Abstract
The abilities to increase precision of surgical procedures by tracking real-time motions, accurately measuring the mechanical properties of complex 3D geometries, and tracking deformations of components over time, among many other applications, depend on the availability of robust, high-speed, full-field-of-view, 3D shape measurement systems.
In this paper, we present advances in our development of a high-speed 3D shape measurement system based on fringe projection. The system consists of a high-speed projector, with speeds up to 20,000 frames per second, that is integrated with a CCD camera to provide full-field-of-view information. By using high-speed projection of sinusoidal fringe patterns with varying spatial densities together with temporal phase unwrapping algorithms that we are developing, we are able to compute and display unwrapped phase maps at video rates, which enable the capability to perform absolute shape measurements of components.
We present representative results obtained with our system as we have applied it to art conservation and to biomedical imaging. Results validate system capabilities as a high-speed method of dynamically gathering, analyzing, and displaying shape information.

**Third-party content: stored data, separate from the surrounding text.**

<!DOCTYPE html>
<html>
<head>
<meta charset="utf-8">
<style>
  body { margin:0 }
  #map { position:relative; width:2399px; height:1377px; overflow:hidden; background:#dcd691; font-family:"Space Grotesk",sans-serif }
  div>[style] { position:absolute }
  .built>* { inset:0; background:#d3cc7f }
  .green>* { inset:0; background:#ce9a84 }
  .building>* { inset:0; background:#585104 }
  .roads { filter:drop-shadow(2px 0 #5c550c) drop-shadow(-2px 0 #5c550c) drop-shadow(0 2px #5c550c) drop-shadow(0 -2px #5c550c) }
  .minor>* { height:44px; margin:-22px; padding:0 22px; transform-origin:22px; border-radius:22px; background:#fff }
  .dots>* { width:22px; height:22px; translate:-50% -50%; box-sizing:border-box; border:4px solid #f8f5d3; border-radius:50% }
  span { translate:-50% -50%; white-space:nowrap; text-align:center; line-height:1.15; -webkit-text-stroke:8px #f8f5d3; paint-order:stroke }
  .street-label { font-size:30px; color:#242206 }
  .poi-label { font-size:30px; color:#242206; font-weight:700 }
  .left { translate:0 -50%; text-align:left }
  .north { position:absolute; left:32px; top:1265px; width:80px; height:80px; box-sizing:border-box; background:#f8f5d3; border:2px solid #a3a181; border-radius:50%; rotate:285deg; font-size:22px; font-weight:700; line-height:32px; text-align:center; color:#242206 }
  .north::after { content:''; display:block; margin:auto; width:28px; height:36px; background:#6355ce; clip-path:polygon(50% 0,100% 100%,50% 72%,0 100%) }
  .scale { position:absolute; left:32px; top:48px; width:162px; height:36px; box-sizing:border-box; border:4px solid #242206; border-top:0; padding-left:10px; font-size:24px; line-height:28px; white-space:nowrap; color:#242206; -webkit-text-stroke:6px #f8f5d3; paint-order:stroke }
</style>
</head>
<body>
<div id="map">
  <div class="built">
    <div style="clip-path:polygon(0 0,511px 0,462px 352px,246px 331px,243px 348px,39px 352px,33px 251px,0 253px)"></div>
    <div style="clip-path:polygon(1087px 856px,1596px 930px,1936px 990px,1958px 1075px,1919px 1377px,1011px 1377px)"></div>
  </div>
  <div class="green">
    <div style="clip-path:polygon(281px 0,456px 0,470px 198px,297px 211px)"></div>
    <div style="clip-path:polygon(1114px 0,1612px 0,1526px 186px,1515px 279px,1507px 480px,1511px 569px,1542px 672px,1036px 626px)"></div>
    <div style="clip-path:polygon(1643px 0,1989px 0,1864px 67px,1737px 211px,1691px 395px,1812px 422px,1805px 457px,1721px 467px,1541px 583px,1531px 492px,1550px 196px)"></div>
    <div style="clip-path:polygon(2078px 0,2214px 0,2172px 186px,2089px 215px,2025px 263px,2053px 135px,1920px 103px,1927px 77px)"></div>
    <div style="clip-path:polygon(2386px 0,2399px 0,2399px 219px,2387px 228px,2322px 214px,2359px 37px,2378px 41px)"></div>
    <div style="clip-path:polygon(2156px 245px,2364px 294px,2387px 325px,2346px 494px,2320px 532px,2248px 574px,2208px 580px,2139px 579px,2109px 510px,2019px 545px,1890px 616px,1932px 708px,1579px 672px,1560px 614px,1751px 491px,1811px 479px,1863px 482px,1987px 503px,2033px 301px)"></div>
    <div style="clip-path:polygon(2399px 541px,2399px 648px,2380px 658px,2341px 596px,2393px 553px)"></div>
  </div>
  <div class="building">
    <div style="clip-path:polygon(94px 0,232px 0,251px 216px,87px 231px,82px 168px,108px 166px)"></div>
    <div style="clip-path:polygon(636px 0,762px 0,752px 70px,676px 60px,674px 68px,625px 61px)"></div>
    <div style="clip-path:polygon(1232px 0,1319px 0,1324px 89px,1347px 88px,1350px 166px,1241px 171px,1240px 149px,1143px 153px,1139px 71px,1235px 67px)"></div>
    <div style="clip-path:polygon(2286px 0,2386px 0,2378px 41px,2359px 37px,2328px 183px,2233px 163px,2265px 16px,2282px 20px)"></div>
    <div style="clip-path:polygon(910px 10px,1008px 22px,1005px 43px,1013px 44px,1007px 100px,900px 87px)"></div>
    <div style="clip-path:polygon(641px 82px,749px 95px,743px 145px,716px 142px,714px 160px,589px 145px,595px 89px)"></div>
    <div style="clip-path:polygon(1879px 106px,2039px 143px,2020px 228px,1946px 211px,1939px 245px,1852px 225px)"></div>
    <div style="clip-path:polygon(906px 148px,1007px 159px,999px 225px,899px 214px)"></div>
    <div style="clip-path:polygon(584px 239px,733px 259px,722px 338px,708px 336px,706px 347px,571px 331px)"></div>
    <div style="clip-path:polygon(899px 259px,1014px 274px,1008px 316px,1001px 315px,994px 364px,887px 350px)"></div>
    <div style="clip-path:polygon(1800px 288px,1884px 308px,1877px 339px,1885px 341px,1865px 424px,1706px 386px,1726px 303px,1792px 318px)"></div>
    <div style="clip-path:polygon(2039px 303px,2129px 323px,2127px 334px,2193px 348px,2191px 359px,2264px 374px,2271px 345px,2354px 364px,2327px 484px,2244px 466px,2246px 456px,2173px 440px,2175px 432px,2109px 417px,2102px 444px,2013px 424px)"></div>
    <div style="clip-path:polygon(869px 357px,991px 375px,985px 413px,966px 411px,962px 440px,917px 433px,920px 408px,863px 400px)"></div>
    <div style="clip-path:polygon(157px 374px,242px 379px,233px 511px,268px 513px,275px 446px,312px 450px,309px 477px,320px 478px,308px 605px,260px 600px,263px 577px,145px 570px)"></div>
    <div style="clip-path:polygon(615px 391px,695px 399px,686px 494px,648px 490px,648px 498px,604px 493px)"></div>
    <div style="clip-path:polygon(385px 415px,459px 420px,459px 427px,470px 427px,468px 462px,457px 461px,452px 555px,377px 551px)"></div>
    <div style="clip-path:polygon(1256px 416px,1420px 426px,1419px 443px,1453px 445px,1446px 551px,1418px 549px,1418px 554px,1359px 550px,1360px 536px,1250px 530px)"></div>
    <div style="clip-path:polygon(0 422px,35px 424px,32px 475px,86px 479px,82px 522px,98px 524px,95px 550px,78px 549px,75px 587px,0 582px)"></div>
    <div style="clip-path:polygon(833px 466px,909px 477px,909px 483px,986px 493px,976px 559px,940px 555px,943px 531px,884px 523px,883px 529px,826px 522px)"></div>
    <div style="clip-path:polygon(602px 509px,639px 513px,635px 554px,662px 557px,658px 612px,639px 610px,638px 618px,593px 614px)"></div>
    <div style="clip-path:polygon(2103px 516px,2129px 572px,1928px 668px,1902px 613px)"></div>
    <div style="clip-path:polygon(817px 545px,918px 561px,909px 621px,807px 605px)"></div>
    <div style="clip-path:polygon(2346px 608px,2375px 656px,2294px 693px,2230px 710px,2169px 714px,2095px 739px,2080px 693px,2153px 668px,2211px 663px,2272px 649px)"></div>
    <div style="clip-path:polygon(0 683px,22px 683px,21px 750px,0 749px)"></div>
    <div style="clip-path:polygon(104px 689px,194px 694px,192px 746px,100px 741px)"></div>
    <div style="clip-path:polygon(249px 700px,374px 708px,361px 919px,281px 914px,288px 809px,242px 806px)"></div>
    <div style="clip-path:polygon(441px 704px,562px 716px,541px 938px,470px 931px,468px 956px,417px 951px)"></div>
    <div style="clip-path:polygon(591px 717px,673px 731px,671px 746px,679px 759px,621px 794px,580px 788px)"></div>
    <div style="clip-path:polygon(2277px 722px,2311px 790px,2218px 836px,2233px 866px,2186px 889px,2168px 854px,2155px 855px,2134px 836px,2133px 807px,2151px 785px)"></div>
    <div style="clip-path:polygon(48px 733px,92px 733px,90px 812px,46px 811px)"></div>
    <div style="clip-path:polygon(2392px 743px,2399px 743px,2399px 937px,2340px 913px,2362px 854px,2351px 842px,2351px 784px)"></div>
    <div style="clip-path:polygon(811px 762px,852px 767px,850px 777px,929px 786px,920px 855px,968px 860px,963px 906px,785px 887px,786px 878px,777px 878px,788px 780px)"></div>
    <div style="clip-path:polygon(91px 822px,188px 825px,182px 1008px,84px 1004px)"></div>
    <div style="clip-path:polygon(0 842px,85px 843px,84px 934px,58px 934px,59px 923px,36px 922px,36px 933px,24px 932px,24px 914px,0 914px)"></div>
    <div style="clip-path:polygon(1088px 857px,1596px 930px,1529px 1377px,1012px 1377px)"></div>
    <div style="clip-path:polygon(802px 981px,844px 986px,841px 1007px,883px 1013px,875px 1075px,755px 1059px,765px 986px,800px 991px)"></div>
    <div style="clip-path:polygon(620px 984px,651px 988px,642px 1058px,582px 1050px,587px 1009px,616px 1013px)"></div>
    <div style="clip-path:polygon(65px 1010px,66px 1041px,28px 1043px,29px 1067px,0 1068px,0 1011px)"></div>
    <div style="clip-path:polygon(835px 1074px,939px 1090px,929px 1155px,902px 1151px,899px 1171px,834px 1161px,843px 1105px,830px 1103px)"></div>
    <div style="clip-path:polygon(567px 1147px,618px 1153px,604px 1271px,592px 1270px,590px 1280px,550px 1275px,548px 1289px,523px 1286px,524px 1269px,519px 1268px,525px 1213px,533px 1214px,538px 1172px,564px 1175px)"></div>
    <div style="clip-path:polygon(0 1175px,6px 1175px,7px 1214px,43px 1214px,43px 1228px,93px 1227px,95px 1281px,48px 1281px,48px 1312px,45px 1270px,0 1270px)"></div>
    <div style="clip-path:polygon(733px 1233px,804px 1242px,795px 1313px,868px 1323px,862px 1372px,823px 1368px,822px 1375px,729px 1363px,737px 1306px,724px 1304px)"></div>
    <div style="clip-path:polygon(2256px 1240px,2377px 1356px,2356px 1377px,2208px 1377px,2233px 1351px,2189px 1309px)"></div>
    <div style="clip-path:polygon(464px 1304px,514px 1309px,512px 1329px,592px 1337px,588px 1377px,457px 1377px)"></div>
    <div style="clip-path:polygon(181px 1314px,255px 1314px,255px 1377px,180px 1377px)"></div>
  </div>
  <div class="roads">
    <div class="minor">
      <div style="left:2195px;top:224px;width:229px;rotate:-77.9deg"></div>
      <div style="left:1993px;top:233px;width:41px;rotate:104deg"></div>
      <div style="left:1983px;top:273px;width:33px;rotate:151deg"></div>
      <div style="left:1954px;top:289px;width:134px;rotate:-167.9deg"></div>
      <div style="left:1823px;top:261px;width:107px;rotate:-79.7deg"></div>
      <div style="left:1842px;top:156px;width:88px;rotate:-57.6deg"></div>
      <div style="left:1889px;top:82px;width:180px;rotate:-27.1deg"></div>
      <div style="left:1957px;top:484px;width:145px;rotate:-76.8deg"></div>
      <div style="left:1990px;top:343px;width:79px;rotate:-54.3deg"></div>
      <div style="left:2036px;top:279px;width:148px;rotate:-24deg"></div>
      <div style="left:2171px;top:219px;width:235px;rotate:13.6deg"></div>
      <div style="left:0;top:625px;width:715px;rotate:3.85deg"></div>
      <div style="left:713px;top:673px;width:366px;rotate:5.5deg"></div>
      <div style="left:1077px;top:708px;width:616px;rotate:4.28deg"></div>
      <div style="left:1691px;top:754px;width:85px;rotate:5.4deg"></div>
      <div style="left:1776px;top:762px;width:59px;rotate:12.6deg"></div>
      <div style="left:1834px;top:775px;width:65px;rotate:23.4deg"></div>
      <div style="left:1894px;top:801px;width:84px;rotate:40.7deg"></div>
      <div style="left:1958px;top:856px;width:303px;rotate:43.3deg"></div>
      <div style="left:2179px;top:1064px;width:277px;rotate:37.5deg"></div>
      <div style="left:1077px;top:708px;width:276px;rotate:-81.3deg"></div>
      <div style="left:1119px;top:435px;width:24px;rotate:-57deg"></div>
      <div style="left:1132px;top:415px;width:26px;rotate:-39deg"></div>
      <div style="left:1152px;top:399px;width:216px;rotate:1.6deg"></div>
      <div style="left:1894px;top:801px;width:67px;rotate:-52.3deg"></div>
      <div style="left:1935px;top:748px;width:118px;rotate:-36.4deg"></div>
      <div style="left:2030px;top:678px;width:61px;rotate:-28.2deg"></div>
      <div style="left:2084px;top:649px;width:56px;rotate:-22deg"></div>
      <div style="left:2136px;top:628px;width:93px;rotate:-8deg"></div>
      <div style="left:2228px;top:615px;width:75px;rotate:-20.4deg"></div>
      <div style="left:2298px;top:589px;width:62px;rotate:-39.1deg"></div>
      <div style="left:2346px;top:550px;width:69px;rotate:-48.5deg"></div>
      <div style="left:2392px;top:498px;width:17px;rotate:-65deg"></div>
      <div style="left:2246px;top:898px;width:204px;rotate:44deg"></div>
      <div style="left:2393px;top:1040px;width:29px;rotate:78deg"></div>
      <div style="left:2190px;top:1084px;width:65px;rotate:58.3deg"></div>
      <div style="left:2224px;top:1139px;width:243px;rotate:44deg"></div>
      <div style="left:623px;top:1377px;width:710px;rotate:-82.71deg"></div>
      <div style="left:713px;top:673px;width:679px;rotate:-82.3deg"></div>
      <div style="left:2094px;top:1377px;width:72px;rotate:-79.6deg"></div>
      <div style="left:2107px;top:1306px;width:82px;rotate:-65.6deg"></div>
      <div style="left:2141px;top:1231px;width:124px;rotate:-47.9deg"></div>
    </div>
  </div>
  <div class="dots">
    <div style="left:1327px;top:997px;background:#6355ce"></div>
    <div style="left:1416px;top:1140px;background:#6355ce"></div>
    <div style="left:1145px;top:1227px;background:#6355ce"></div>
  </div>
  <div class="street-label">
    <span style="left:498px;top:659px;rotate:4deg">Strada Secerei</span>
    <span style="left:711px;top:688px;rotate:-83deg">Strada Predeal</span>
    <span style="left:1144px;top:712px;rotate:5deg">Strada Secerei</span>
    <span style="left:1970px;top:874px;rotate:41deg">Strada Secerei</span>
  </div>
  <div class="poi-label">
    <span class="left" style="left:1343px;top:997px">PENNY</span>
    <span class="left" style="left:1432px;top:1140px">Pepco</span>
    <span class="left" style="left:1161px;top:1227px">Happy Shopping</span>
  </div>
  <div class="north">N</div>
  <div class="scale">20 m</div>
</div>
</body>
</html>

Keywords: fringe projection, high-speed shape measurements, structured light, temporal phase unwrapping. 1.
INTRODUCTION
This paper focuses on recent advancements in our development of a fringe projection based system for 3D shape measurements. Noninvasive techniques for surface measurements have become paramount for quality analysis in industrial applications, art conservation and restoration, as well as precision aid in medical procedures. Continued development of optical measurement systems enhances the versatility, applicability, and repeatability required by industry. Additionally, integration of 3D measurement techniques with computer aided design (CAD) software and computer aided machining (CAM) equipment provides opportunities for reverse engineering [1].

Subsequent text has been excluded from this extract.